From: Marshall Space Flight Center
Posted: Thursday, October 31, 2002
Near-Earth asteroid 1997 XF11, which briefly scared astronomers five years ago, passes by Earth again this week on Halloween.
Five years ago astronomers had a fright.
Jim Scotti, using the 36-inch Spacewatch telescope on Kitt Peak, spotted a dim speck of light moving through the constellation Cancer. It was an asteroid--dark, about 1 km wide, and it seemed to be heading for Earth.
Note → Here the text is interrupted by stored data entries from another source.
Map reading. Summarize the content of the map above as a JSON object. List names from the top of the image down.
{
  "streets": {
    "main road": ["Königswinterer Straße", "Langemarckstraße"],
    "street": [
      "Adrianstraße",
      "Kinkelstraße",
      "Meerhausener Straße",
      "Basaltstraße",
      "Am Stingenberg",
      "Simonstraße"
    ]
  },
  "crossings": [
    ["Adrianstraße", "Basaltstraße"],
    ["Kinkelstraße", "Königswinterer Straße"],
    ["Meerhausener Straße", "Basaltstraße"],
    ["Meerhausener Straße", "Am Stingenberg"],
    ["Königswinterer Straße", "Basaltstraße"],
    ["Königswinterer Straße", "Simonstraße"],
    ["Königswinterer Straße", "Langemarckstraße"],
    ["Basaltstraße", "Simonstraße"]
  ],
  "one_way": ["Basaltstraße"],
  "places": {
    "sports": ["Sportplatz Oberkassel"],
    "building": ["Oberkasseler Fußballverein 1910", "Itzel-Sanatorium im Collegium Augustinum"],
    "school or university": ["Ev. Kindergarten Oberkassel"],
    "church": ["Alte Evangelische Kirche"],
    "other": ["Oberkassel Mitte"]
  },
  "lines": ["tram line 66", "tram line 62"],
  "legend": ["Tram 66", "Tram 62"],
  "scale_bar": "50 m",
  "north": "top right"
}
The Minor Planet Center named it "1997 XF11."
Newspapers and magazines relayed the worst: 1997 XF11 might hit our planet on Oct. 26, 2028. The impact, unleashing perhaps 2000 times more energy than the most powerful nuclear weapon ever tested, would be a global catastrophe.
There is, however, an old amusement park proverb, "Fear - Death = Fun." So it proved for 1997 XF11. Additional measurements showed that the asteroid would not hit Earth in 2028, although it will come close, about 2.5 lunar distances (954,000 km) away.
A frisson of dread? Yes. A global catastrophe? No.
The asteroid moved away from Earth after 1997 and it has since been generally forgotten. But the space rock hasn't really gone away. In fact, it's back. 1997 XF11 is gliding by Earth today--on Halloween--for its closest encounter until 2028.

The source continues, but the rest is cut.